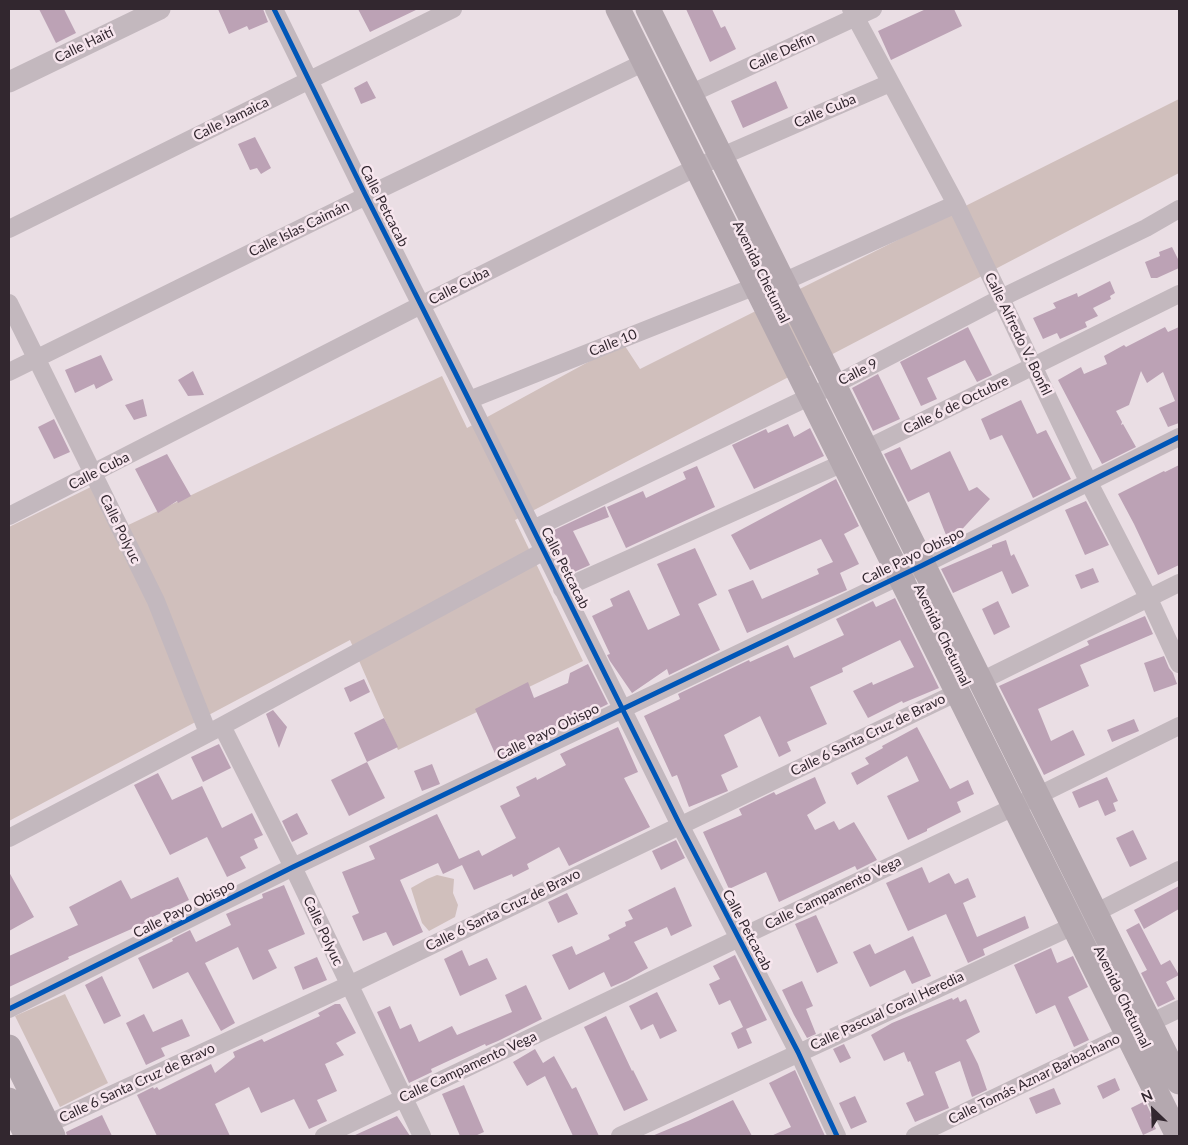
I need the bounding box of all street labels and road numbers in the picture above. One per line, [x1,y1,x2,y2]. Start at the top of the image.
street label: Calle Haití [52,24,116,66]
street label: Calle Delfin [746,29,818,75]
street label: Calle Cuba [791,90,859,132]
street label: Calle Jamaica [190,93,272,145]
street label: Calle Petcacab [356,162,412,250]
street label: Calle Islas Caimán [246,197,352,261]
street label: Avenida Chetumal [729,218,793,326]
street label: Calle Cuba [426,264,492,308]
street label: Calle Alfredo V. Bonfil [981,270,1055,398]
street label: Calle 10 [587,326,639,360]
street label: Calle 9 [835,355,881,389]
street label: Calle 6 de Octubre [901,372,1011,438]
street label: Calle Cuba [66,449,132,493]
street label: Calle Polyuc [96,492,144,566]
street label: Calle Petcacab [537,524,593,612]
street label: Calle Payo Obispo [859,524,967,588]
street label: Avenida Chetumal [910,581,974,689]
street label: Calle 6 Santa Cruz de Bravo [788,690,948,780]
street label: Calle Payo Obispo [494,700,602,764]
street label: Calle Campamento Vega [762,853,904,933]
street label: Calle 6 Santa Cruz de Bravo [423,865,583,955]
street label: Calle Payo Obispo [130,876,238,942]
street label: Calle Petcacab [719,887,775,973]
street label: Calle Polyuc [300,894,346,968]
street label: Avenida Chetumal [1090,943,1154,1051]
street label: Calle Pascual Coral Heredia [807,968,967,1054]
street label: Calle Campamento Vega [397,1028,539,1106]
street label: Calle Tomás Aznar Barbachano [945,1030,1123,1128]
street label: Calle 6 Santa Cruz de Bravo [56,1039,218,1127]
####
» **AIM OF THE TASK**: Without any pictures, transcribe the listing above exactly as written.

» **EXPECTED ANSWER**:
I need the bounding box of all street labels and road numbers in the picture above. One per line, [x1,y1,x2,y2]. Start at the top of the image.
street label: Calle Haití [52,24,116,66]
street label: Calle Delfin [746,29,818,75]
street label: Calle Cuba [791,90,859,132]
street label: Calle Jamaica [190,93,272,145]
street label: Calle Petcacab [356,162,412,250]
street label: Calle Islas Caimán [246,197,352,261]
street label: Avenida Chetumal [729,218,793,326]
street label: Calle Cuba [426,264,492,308]
street label: Calle Alfredo V. Bonfil [981,270,1055,398]
street label: Calle 10 [587,326,639,360]
street label: Calle 9 [835,355,881,389]
street label: Calle 6 de Octubre [901,372,1011,438]
street label: Calle Cuba [66,449,132,493]
street label: Calle Polyuc [96,492,144,566]
street label: Calle Petcacab [537,524,593,612]
street label: Calle Payo Obispo [859,524,967,588]
street label: Avenida Chetumal [910,581,974,689]
street label: Calle 6 Santa Cruz de Bravo [788,690,948,780]
street label: Calle Payo Obispo [494,700,602,764]
street label: Calle Campamento Vega [762,853,904,933]
street label: Calle 6 Santa Cruz de Bravo [423,865,583,955]
street label: Calle Payo Obispo [130,876,238,942]
street label: Calle Petcacab [719,887,775,973]
street label: Calle Polyuc [300,894,346,968]
street label: Avenida Chetumal [1090,943,1154,1051]
street label: Calle Pascual Coral Heredia [807,968,967,1054]
street label: Calle Campamento Vega [397,1028,539,1106]
street label: Calle Tomás Aznar Barbachano [945,1030,1123,1128]
street label: Calle 6 Santa Cruz de Bravo [56,1039,218,1127]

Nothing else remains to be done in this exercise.